▶ About this exercise: Repeat the whole listing exactly as written.
━━━━━ The data ━━━━━
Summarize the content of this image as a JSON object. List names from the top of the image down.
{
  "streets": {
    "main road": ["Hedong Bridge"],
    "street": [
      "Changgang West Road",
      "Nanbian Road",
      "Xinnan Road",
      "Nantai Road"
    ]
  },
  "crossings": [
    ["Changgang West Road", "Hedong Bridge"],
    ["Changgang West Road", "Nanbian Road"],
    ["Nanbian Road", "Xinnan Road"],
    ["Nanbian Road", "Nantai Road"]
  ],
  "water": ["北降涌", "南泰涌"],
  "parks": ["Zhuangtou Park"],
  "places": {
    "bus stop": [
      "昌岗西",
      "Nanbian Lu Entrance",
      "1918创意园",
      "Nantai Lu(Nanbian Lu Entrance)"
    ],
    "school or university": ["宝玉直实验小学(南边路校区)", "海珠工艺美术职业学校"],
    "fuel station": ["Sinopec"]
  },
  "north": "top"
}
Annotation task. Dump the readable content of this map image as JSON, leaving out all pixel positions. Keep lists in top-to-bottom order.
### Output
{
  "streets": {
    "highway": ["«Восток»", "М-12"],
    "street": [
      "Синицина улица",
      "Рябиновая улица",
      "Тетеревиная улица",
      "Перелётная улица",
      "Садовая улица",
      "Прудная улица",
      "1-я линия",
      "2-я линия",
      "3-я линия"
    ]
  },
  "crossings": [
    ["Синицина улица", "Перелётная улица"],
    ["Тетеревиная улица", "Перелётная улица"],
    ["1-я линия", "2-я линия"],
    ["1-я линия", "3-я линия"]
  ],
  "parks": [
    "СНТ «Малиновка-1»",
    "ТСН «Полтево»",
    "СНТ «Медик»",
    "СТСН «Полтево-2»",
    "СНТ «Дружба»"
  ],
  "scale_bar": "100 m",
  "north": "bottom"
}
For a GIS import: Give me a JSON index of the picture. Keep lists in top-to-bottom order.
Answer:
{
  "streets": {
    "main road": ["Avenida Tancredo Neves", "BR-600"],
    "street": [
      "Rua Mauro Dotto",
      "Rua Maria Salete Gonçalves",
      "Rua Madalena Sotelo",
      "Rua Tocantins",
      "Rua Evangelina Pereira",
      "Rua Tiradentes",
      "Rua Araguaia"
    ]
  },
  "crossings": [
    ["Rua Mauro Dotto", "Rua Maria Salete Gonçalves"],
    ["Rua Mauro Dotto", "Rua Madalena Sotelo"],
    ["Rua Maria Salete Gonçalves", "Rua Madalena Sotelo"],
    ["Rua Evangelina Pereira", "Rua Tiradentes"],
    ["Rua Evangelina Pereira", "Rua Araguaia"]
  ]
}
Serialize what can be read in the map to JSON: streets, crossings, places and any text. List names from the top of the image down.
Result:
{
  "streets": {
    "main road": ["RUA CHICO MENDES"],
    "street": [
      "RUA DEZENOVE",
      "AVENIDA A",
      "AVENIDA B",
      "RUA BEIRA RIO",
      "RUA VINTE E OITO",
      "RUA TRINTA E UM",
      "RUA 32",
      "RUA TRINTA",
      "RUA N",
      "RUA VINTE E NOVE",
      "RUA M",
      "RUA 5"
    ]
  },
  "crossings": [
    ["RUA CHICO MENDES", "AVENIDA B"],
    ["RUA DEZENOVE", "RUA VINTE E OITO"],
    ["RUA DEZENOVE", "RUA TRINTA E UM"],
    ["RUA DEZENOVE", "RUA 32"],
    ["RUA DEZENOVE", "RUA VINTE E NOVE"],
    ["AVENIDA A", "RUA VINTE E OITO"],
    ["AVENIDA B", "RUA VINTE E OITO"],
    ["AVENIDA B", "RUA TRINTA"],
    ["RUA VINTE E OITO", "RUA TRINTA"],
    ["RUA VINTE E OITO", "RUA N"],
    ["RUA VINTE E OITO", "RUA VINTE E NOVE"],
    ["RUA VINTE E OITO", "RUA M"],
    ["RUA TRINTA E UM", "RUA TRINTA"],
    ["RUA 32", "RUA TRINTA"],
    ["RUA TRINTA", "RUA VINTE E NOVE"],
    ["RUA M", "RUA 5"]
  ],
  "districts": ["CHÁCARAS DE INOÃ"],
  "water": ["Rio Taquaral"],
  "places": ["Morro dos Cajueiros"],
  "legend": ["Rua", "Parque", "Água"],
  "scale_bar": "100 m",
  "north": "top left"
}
━━━━━
▶ Answer area:
Summarize the content of this image as a JSON object. List names from the top of the image down.
{
  "streets": {
    "main road": ["Hedong Bridge"],
    "street": [
      "Changgang West Road",
      "Nanbian Road",
      "Xinnan Road",
      "Nantai Road"
    ]
  },
  "crossings": [
    ["Changgang West Road", "Hedong Bridge"],
    ["Changgang West Road", "Nanbian Road"],
    ["Nanbian Road", "Xinnan Road"],
    ["Nanbian Road", "Nantai Road"]
  ],
  "water": ["北降涌", "南泰涌"],
  "parks": ["Zhuangtou Park"],
  "places": {
    "bus stop": [
      "昌岗西",
      "Nanbian Lu Entrance",
      "1918创意园",
      "Nantai Lu(Nanbian Lu Entrance)"
    ],
    "school or university": ["宝玉直实验小学(南边路校区)", "海珠工艺美术职业学校"],
    "fuel station": ["Sinopec"]
  },
  "north": "top"
}
Annotation task. Dump the readable content of this map image as JSON, leaving out all pixel positions. Keep lists in top-to-bottom order.
### Output
{
  "streets": {
    "highway": ["«Восток»", "М-12"],
    "street": [
      "Синицина улица",
      "Рябиновая улица",
      "Тетеревиная улица",
      "Перелётная улица",
      "Садовая улица",
      "Прудная улица",
      "1-я линия",
      "2-я линия",
      "3-я линия"
    ]
  },
  "crossings": [
    ["Синицина улица", "Перелётная улица"],
    ["Тетеревиная улица", "Перелётная улица"],
    ["1-я линия", "2-я линия"],
    ["1-я линия", "3-я линия"]
  ],
  "parks": [
    "СНТ «Малиновка-1»",
    "ТСН «Полтево»",
    "СНТ «Медик»",
    "СТСН «Полтево-2»",
    "СНТ «Дружба»"
  ],
  "scale_bar": "100 m",
  "north": "bottom"
}
For a GIS import: Give me a JSON index of the picture. Keep lists in top-to-bottom order.
Answer:
{
  "streets": {
    "main road": ["Avenida Tancredo Neves", "BR-600"],
    "street": [
      "Rua Mauro Dotto",
      "Rua Maria Salete Gonçalves",
      "Rua Madalena Sotelo",
      "Rua Tocantins",
      "Rua Evangelina Pereira",
      "Rua Tiradentes",
      "Rua Araguaia"
    ]
  },
  "crossings": [
    ["Rua Mauro Dotto", "Rua Maria Salete Gonçalves"],
    ["Rua Mauro Dotto", "Rua Madalena Sotelo"],
    ["Rua Maria Salete Gonçalves", "Rua Madalena Sotelo"],
    ["Rua Evangelina Pereira", "Rua Tiradentes"],
    ["Rua Evangelina Pereira", "Rua Araguaia"]
  ]
}
Serialize what can be read in the map to JSON: streets, crossings, places and any text. List names from the top of the image down.
Result:
{
  "streets": {
    "main road": ["RUA CHICO MENDES"],
    "street": [
      "RUA DEZENOVE",
      "AVENIDA A",
      "AVENIDA B",
      "RUA BEIRA RIO",
      "RUA VINTE E OITO",
      "RUA TRINTA E UM",
      "RUA 32",
      "RUA TRINTA",
      "RUA N",
      "RUA VINTE E NOVE",
      "RUA M",
      "RUA 5"
    ]
  },
  "crossings": [
    ["RUA CHICO MENDES", "AVENIDA B"],
    ["RUA DEZENOVE", "RUA VINTE E OITO"],
    ["RUA DEZENOVE", "RUA TRINTA E UM"],
    ["RUA DEZENOVE", "RUA 32"],
    ["RUA DEZENOVE", "RUA VINTE E NOVE"],
    ["AVENIDA A", "RUA VINTE E OITO"],
    ["AVENIDA B", "RUA VINTE E OITO"],
    ["AVENIDA B", "RUA TRINTA"],
    ["RUA VINTE E OITO", "RUA TRINTA"],
    ["RUA VINTE E OITO", "RUA N"],
    ["RUA VINTE E OITO", "RUA VINTE E NOVE"],
    ["RUA VINTE E OITO", "RUA M"],
    ["RUA TRINTA E UM", "RUA TRINTA"],
    ["RUA 32", "RUA TRINTA"],
    ["RUA TRINTA", "RUA VINTE E NOVE"],
    ["RUA M", "RUA 5"]
  ],
  "districts": ["CHÁCARAS DE INOÃ"],
  "water": ["Rio Taquaral"],
  "places": ["Morro dos Cajueiros"],
  "legend": ["Rua", "Parque", "Água"],
  "scale_bar": "100 m",
  "north": "top left"
}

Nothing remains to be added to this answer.